Monday, December 9, 2013

Do Dictators Wear Mittens?

We arrived at church yesterday morning relatively on time.  I exited the car with a well stocked diaper bag, Mini-human #1 on foot and mini-human #2 in bucket car seat on my arm.  I was feeling pretty a-mom-mazing.  It's "winter" and I use the quotations to mean it is a little below 40 degrees, it's not snowing and we don't really need parkas and snow pants, because we are real New Englanders.

There is a SUPER nice volunteer church parking guy who I chat with every week.  He knows our family, our cars and our regular parking spots.  He looks at Mini-human #1 and asks HIM, "aren't your hands cold buddy?"

Woah woah woah, back it up super nice volunteer church parking guy.  Seriously?  I am killing it right now.  No one has BM in their pantaloons.  Everyone ate breakfast.  I even took a SHOWER.

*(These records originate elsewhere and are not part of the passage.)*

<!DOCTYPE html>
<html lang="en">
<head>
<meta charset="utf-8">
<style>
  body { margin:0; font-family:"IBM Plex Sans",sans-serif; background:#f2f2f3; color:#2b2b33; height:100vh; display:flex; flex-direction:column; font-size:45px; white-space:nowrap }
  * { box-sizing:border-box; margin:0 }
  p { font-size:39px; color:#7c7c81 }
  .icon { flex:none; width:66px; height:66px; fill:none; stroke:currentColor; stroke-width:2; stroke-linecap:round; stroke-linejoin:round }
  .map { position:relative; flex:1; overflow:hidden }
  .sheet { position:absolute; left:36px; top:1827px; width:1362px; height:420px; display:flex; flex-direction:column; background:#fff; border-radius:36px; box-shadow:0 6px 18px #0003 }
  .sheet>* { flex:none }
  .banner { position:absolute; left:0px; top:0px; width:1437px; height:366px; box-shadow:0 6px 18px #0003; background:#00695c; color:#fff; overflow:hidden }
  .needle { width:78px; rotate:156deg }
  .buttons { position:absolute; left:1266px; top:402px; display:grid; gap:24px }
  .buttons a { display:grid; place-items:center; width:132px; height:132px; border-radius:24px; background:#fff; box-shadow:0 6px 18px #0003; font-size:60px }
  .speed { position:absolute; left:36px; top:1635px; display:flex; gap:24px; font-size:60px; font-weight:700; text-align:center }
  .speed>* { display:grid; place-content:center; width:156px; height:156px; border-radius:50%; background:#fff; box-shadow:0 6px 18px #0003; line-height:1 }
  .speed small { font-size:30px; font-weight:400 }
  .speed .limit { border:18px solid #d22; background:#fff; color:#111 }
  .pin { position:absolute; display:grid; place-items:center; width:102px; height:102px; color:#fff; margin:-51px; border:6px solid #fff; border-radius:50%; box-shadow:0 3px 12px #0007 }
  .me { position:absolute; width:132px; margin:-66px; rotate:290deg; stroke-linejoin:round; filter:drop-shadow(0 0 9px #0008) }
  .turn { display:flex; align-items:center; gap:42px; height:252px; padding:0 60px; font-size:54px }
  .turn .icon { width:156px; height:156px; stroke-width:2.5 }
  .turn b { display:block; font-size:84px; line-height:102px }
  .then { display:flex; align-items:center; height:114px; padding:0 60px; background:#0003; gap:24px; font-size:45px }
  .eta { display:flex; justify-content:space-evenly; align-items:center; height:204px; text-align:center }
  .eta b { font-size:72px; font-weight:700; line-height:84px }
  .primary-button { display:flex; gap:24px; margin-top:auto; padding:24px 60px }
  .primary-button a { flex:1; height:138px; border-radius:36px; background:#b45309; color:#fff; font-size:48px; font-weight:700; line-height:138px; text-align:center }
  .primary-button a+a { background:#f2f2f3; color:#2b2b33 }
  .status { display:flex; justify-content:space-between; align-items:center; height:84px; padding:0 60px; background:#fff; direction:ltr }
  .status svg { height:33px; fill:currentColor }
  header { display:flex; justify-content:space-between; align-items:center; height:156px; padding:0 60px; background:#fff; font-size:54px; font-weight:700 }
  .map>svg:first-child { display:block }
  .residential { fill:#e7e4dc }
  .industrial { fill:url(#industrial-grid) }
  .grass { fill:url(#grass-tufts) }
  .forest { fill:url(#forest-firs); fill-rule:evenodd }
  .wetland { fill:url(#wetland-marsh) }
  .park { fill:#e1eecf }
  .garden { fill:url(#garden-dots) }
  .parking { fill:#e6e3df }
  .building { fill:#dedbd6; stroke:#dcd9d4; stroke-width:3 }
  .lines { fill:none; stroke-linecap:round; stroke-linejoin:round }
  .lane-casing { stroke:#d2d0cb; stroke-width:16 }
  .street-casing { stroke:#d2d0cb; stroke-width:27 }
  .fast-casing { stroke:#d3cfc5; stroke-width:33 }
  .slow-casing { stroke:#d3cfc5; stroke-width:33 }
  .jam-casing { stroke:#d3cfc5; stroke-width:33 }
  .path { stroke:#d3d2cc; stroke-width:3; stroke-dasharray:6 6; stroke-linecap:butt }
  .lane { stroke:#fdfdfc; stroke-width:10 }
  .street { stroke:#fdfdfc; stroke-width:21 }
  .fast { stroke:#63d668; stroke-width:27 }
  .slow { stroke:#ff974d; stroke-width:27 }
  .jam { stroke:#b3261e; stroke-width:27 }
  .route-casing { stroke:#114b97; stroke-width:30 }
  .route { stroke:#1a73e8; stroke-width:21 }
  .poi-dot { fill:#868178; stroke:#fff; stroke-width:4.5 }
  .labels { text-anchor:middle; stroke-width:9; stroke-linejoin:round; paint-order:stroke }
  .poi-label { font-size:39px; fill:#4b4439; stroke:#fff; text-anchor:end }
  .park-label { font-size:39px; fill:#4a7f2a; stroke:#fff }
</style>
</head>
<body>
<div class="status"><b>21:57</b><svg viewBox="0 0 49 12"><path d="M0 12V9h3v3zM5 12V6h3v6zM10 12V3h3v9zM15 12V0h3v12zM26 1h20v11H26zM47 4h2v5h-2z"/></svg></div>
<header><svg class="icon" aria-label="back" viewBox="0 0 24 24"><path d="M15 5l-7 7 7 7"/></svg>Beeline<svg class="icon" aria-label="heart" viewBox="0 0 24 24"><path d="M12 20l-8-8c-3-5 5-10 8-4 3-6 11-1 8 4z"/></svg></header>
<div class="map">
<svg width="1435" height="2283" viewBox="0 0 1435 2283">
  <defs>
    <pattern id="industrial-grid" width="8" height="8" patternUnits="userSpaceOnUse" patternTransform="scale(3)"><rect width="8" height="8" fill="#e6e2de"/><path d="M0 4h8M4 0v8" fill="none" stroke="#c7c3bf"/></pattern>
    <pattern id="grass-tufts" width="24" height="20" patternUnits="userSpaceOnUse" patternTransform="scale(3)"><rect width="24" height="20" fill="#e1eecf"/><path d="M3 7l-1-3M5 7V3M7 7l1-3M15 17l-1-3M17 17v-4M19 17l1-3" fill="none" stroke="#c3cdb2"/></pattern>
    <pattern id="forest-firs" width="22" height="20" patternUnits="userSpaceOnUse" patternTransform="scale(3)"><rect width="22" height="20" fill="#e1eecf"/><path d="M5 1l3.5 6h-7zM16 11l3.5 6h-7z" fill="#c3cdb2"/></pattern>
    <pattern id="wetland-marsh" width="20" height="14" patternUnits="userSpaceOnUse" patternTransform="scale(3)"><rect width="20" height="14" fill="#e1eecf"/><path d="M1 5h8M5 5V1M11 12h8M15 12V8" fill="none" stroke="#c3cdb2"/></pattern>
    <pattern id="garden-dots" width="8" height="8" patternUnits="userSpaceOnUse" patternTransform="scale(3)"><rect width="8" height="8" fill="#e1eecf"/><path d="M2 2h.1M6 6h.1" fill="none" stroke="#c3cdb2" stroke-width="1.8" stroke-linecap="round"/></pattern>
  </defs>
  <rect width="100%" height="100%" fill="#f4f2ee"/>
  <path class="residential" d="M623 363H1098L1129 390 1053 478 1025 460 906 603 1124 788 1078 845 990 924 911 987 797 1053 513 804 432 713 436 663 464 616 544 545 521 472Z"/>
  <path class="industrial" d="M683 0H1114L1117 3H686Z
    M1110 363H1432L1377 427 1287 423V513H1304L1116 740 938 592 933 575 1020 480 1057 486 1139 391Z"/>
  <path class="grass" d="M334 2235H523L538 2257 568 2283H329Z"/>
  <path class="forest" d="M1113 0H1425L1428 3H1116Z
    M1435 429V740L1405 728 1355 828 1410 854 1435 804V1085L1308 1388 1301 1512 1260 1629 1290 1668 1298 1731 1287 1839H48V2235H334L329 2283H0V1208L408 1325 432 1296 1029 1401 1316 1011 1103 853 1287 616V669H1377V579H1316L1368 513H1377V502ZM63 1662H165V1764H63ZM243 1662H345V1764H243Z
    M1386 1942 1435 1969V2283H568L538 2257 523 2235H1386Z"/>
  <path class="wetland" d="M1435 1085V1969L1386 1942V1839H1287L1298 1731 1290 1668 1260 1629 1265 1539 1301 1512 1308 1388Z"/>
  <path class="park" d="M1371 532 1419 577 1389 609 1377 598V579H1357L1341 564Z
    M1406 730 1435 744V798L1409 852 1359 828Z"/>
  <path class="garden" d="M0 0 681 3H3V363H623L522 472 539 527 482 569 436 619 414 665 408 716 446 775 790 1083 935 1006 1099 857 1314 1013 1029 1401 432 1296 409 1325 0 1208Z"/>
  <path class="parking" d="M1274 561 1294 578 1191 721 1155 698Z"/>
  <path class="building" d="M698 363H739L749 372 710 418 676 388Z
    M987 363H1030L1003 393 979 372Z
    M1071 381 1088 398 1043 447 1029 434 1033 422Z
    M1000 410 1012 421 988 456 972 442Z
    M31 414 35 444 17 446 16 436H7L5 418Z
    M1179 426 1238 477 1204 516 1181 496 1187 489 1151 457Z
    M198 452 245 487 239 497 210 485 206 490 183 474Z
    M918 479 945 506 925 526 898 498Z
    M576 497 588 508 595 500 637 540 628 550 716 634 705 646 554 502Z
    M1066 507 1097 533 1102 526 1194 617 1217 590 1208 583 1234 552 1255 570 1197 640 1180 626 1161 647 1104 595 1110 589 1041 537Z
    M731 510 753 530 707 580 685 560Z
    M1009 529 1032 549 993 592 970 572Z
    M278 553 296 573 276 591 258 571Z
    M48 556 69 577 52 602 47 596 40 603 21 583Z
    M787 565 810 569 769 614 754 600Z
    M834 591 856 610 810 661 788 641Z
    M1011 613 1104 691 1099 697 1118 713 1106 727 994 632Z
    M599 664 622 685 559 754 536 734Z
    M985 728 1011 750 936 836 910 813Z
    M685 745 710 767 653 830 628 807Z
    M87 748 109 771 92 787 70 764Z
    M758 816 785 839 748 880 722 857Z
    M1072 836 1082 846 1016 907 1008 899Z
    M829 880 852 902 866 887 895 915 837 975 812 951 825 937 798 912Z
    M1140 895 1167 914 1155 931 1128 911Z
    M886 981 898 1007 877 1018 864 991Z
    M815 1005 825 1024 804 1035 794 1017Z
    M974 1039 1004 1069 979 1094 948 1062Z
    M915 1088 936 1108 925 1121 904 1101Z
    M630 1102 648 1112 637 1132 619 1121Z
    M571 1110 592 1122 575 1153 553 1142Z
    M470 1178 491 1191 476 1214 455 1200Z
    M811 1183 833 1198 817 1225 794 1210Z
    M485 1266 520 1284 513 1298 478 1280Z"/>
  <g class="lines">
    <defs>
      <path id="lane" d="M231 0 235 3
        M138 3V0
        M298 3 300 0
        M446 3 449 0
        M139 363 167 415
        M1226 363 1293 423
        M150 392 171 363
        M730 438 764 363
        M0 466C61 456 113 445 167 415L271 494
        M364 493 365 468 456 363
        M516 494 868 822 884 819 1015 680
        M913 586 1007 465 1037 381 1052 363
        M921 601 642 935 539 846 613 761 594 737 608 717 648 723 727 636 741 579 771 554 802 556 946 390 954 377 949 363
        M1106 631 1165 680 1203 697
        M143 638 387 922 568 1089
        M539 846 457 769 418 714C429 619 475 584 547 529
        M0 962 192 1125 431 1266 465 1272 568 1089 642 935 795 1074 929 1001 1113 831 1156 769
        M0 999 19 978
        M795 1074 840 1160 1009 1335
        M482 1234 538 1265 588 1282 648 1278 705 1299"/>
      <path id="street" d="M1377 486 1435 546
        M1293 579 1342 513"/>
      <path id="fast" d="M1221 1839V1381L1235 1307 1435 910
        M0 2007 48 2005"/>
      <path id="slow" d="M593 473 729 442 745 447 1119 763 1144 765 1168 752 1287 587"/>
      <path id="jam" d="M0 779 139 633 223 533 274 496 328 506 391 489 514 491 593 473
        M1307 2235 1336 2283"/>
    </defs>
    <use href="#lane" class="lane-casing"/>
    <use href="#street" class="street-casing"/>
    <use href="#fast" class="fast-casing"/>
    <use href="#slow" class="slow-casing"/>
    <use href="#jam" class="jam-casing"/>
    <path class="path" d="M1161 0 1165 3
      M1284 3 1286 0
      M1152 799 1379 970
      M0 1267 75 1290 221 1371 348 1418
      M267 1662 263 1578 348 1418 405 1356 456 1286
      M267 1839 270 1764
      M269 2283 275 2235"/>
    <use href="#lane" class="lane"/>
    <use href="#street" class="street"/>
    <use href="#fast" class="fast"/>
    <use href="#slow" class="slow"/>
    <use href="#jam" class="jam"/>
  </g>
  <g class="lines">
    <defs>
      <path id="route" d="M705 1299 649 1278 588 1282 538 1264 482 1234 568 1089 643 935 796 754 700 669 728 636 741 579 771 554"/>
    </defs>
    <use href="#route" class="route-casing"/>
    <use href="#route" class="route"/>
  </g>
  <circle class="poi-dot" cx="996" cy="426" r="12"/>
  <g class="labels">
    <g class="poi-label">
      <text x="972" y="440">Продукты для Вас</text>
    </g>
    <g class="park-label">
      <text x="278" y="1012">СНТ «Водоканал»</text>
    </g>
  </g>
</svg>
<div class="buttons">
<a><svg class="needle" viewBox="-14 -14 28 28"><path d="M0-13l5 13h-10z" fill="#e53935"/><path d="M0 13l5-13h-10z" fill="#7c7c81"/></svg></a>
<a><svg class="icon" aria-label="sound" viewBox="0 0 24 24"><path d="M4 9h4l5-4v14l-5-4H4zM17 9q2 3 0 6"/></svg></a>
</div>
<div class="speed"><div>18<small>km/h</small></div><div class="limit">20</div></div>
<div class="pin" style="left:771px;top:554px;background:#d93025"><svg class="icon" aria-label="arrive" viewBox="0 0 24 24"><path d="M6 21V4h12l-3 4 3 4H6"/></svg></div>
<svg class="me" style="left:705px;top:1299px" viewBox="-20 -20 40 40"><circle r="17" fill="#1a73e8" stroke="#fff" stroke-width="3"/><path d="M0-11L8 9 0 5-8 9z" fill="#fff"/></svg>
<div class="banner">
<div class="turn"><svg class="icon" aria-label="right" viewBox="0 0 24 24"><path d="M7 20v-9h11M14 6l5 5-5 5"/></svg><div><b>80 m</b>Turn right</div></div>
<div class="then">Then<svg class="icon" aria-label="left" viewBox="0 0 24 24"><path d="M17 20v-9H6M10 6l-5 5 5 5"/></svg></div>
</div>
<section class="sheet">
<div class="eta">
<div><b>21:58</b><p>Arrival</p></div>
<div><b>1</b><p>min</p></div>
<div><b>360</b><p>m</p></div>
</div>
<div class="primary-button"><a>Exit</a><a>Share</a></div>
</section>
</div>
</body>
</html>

Time travel back 40 minutes prior:
The wheels started to come off the bus this morning right before we were ready to leave.  I casually started the dialogue: Hey bud, it's time to go to church, please put your jacket on.  Please put your jacket on. Put your jacket on...He finally flipped on his own jacket (#thankyoudaycare.) Then I offered him his moose hat which set him off into an angry tirade.  PUT DOWN MY SIPPY!  I WANT MY SUPERMAN HAT!  I WANT MY RACCOON HAT! I WANT HOT CHEESE! GET APPLES AT STORE!

So no, super nice volunteer church parking guy, he does not have mittens on.  I don't think his hand are cold.  If they were then he would shout, I WANT MY MOOSE MITTENS! and I would casually take them out of our well stocked diaper bag.


  1. I miss you. This makes me miss you even more. Can't wait to hear all about your mom adventures in sassy land.